- [Records provided]:
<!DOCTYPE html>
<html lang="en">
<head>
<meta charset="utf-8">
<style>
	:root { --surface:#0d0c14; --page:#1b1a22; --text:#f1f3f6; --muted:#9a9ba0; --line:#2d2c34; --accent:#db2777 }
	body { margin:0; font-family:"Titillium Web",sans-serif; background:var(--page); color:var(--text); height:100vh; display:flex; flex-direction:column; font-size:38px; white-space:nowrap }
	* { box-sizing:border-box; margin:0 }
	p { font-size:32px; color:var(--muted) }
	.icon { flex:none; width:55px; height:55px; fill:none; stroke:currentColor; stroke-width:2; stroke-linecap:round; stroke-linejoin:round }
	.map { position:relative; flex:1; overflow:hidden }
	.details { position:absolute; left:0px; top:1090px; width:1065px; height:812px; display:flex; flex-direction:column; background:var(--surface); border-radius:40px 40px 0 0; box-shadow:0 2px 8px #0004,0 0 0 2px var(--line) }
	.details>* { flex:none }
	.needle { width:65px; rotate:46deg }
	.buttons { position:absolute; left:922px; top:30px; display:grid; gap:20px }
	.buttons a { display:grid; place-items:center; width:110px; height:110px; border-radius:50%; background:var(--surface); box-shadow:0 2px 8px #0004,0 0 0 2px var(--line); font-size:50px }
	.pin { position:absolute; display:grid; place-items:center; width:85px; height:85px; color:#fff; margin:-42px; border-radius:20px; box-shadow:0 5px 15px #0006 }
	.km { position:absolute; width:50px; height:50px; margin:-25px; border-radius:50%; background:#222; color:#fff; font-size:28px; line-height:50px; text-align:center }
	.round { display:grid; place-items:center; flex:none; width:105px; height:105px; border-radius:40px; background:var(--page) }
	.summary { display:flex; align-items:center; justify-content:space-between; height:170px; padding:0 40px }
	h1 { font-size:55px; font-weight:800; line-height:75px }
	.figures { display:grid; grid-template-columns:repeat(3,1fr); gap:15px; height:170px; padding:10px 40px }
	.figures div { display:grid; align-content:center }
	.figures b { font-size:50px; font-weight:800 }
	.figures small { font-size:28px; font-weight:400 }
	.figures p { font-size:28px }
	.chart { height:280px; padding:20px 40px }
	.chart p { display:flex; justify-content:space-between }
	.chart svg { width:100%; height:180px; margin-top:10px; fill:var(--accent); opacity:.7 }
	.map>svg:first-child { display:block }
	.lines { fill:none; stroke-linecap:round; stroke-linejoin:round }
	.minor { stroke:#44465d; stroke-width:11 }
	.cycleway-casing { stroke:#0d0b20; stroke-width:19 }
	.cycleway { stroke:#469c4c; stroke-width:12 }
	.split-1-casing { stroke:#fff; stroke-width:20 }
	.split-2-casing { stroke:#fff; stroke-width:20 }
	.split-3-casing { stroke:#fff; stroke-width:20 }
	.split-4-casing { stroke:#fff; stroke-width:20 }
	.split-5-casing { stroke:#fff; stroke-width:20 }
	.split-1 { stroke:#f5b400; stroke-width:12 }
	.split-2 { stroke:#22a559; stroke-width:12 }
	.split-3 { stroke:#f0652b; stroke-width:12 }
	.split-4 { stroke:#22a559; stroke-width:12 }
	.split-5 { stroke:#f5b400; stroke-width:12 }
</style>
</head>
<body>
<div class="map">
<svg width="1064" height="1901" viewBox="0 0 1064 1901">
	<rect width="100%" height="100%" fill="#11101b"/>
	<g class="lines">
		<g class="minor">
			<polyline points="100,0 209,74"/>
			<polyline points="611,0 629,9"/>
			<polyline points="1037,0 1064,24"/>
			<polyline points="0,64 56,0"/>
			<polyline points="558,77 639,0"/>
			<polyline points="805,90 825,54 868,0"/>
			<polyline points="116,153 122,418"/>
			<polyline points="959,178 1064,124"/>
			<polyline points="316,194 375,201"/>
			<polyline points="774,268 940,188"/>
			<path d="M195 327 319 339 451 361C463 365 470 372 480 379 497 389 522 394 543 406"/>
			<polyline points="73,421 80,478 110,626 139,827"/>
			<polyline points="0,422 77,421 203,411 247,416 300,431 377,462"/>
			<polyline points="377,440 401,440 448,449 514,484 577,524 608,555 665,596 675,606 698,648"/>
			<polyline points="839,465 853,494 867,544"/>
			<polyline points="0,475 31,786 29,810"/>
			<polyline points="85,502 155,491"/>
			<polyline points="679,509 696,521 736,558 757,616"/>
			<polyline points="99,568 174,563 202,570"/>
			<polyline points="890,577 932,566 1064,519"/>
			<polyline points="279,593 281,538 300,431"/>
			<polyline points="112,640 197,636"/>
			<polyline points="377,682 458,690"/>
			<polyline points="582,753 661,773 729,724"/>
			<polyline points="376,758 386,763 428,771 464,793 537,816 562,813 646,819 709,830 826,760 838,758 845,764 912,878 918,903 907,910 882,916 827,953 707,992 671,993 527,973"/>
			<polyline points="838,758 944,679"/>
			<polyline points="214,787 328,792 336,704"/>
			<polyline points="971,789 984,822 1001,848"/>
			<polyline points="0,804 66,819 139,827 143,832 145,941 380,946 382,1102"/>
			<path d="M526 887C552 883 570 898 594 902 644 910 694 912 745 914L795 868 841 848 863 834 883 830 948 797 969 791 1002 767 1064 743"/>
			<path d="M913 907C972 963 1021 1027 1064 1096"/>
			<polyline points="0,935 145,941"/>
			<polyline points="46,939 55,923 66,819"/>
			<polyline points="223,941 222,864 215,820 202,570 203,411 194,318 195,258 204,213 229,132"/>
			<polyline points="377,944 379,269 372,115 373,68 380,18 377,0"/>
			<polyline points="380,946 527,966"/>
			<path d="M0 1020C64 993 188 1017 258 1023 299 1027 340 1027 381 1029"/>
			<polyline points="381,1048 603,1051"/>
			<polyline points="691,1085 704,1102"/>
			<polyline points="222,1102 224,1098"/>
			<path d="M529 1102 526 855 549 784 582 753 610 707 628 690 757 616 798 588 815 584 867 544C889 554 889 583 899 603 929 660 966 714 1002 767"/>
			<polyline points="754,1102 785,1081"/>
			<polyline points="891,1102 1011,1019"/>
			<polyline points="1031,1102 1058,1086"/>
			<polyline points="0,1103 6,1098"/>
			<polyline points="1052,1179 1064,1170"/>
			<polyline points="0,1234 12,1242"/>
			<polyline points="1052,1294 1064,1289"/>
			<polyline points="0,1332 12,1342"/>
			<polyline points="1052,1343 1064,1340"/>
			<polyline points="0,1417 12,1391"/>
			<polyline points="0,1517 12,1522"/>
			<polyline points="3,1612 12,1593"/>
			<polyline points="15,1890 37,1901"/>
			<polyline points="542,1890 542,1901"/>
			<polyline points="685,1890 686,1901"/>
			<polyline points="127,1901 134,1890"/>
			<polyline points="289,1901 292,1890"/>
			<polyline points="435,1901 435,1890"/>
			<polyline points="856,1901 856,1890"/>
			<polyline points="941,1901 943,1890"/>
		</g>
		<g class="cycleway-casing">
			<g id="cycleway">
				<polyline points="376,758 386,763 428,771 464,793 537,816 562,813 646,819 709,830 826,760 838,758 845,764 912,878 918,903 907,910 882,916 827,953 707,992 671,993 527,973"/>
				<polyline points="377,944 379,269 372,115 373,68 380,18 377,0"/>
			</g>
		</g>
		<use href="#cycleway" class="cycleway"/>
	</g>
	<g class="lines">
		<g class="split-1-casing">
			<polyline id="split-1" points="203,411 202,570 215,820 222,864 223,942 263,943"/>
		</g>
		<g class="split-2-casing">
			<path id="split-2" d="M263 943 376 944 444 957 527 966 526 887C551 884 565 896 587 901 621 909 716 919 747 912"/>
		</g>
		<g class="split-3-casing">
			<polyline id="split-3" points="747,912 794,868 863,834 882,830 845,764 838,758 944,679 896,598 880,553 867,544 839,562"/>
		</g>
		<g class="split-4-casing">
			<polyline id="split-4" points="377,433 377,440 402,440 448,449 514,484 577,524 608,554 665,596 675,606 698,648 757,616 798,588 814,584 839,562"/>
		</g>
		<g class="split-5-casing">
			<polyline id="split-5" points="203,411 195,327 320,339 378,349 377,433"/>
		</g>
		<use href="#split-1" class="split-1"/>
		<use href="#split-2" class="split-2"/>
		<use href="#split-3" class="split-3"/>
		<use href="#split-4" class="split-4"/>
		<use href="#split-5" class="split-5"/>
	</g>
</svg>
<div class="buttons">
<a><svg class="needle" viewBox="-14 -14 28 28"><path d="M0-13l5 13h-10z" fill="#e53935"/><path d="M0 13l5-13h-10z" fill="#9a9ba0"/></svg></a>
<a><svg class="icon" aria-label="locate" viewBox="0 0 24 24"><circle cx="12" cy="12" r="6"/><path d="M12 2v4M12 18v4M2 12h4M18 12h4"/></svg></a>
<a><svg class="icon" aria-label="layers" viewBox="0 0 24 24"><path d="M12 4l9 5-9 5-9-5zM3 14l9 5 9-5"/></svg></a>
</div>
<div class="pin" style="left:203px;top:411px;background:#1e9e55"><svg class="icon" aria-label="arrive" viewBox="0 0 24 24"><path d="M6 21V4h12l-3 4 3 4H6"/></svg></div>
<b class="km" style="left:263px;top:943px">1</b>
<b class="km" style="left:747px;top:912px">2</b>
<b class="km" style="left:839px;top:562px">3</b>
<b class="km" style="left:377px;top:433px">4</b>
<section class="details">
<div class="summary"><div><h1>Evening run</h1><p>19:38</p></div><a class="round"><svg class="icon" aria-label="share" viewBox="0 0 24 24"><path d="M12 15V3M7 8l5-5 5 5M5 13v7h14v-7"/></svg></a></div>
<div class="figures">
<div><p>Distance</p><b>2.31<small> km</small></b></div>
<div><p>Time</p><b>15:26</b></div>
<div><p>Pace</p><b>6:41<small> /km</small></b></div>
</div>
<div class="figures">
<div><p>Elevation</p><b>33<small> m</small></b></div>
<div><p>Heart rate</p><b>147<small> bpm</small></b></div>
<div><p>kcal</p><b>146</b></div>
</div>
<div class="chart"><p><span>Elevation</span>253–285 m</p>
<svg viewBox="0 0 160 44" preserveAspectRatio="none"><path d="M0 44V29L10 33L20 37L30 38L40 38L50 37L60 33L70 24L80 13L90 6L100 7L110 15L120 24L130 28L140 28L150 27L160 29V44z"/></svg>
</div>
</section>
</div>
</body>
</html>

- [Task details]: Please say how many lines in the entries hold the string "linejoin". Give only the number.

- [Exercise output]: 2